The proposed OO API is included in the description of the
PR that I've just created: https://github.com/php/php-src/pull/6551
The main motivation behind this RFC is two-fold:
- the underlying simdjson library (https://github.com/simdjson/simdjson)
which is used by ext/simdjson provides huge performance gains
compared to ext/json (see some benchmark results in the PR) - we can support new use-cases, most notably the so called "on-demand"
parsing: https://github.com/simdjson/simdjson/blob/master/doc/ondemand.md
(This is not implemented currently)
Originally, I planned to include the new API in ext/json, but unfortunately,
simdjson is written is C++, so it would make C++ as a hard dependency,
which was not the case so far. That's why I opted for creating ext/simdjson.
Please let me know if you have any feedback.
Regards:
Máté
Le 29/12/2020 à 17:57, Máté Kocsis a écrit :
Hi Internals,
I think this will be my last proposal for quite some while :)
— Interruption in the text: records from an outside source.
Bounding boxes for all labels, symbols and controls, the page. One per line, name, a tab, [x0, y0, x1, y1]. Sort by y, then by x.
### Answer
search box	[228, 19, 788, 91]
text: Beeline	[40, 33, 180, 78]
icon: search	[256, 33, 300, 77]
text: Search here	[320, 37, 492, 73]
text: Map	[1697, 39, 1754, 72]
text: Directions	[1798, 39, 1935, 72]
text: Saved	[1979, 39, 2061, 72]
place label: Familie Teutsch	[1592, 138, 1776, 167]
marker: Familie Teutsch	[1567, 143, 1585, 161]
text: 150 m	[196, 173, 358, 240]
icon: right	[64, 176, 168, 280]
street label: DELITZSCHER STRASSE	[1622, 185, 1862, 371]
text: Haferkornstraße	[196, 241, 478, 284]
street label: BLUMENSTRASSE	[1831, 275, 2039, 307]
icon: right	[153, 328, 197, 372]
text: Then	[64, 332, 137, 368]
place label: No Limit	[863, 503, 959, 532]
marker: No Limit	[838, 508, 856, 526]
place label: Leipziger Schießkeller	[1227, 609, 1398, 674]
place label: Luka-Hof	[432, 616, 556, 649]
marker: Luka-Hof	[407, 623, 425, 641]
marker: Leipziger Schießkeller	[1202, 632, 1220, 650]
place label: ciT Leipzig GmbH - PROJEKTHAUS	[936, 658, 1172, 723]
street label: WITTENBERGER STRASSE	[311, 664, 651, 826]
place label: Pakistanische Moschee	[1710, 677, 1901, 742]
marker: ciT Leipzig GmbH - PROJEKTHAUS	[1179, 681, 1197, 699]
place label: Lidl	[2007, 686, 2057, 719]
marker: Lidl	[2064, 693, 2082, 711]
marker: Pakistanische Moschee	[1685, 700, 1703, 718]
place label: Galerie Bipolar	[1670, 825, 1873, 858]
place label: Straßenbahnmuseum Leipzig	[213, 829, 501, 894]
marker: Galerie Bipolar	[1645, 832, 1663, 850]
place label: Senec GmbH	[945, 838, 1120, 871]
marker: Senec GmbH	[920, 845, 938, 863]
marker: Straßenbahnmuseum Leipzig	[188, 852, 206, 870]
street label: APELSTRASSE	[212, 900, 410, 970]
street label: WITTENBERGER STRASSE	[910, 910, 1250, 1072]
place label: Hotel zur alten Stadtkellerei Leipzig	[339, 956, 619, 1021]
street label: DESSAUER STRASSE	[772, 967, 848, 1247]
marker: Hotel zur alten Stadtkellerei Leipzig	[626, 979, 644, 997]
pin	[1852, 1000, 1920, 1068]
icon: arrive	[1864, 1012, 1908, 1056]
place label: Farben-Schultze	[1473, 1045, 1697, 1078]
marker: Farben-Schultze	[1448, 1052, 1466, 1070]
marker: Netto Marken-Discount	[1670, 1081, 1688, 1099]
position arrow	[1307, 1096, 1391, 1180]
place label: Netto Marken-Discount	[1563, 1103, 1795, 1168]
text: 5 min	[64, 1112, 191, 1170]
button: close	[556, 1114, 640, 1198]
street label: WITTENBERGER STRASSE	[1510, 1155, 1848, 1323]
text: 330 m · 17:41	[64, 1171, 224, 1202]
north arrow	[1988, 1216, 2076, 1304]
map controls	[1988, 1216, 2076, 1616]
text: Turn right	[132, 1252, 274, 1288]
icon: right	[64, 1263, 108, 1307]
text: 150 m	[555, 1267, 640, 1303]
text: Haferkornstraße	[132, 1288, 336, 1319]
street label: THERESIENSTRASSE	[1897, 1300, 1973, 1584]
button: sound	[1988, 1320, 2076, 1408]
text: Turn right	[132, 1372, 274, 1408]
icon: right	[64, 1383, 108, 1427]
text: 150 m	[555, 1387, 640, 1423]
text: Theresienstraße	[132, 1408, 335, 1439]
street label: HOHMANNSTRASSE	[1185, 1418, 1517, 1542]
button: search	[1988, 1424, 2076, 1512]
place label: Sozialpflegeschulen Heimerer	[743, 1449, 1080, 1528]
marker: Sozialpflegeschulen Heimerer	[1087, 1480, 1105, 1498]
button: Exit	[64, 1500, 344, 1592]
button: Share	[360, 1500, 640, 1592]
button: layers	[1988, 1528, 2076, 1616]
But this time, I'd like to propose bundling the
https://github.com/crazyxman/simdjson_php extension
with some major modifications.The proposed OO API is included in the description of the
PR that I've just created: https://github.com/php/php-src/pull/6551The main motivation behind this RFC is two-fold:
- the underlying simdjson library (https://github.com/simdjson/simdjson)
which is used by ext/simdjson provides huge performance gains
compared to ext/json (see some benchmark results in the PR)- we can support new use-cases, most notably the so called "on-demand"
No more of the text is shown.